- THE TASK -
Every line from the first one in the listing down to the line with "function stroke(path, color, width, dash)" should be restated word for word.

- RECORDS FOR THIS TASK -
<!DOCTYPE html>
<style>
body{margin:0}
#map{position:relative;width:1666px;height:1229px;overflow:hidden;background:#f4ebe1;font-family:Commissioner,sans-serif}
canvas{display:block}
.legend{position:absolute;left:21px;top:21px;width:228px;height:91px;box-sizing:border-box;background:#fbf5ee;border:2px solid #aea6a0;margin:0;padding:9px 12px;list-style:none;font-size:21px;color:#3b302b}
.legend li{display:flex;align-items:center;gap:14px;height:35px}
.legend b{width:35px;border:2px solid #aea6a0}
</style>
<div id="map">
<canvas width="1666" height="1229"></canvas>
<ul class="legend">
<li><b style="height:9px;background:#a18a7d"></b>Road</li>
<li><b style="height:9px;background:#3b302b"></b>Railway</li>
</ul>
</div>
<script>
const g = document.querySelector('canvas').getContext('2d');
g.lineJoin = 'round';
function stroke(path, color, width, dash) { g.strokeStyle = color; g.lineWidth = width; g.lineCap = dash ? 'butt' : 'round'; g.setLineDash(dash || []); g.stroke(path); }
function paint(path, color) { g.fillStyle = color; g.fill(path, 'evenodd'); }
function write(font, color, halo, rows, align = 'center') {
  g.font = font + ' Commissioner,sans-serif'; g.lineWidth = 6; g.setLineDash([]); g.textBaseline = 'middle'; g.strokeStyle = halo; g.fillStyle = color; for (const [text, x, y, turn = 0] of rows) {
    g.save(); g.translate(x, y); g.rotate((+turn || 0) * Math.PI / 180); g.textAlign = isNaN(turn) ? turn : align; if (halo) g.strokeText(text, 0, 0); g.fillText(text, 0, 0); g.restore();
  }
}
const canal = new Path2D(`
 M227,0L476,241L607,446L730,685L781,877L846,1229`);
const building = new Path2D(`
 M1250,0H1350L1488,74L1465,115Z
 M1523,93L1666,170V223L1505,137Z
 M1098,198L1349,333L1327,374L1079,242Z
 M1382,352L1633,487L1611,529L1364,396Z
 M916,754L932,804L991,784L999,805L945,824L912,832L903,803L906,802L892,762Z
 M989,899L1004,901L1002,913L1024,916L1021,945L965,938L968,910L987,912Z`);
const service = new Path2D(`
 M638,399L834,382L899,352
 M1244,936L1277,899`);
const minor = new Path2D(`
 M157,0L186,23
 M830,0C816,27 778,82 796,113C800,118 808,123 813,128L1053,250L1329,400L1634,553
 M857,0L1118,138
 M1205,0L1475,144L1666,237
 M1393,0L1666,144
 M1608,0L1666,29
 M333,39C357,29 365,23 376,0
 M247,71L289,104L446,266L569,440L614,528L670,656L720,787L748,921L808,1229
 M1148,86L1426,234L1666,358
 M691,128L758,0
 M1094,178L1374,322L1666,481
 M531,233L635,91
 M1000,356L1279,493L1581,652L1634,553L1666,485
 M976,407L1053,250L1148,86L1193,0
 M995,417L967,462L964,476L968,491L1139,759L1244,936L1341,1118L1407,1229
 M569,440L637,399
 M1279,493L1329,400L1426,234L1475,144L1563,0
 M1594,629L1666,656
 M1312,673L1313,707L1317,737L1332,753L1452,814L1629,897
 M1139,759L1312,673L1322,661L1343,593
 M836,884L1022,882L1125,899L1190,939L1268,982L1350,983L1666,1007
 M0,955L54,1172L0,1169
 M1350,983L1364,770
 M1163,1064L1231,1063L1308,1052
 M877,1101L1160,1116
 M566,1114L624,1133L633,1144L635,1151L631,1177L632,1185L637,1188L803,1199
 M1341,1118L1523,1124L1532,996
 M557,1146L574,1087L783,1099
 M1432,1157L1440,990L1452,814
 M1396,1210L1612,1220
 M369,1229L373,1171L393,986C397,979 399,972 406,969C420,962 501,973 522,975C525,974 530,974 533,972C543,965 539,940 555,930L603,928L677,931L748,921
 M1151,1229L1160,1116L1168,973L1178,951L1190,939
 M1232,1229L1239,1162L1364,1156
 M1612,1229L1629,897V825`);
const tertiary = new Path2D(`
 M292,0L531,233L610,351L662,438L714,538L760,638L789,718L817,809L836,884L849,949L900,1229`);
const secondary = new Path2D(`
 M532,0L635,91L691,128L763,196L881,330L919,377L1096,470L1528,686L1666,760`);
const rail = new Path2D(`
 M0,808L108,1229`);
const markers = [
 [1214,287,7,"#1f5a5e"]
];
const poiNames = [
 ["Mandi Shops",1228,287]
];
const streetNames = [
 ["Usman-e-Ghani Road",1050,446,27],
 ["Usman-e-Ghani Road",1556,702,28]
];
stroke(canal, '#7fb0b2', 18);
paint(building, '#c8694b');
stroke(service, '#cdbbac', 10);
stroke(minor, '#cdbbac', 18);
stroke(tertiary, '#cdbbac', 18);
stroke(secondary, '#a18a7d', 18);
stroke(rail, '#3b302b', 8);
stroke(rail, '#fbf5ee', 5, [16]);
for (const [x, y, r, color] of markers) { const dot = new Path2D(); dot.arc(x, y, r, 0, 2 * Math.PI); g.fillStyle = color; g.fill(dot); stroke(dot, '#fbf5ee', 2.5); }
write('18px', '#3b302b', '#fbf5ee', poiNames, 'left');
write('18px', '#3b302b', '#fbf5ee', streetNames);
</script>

- COMPLETED EXERCISE -
<!DOCTYPE html>
<style>
body{margin:0}
#map{position:relative;width:1666px;height:1229px;overflow:hidden;background:#f4ebe1;font-family:Commissioner,sans-serif}
canvas{display:block}
.legend{position:absolute;left:21px;top:21px;width:228px;height:91px;box-sizing:border-box;background:#fbf5ee;border:2px solid #aea6a0;margin:0;padding:9px 12px;list-style:none;font-size:21px;color:#3b302b}
.legend li{display:flex;align-items:center;gap:14px;height:35px}
.legend b{width:35px;border:2px solid #aea6a0}
</style>
<div id="map">
<canvas width="1666" height="1229"></canvas>
<ul class="legend">
<li><b style="height:9px;background:#a18a7d"></b>Road</li>
<li><b style="height:9px;background:#3b302b"></b>Railway</li>
</ul>
</div>
<script>
const g = document.querySelector('canvas').getContext('2d');
g.lineJoin = 'round';
function stroke(path, color, width, dash) { g.strokeStyle = color; g.lineWidth = width; g.lineCap = dash ? 'butt' : 'round'; g.setLineDash(dash || []); g.stroke(path); }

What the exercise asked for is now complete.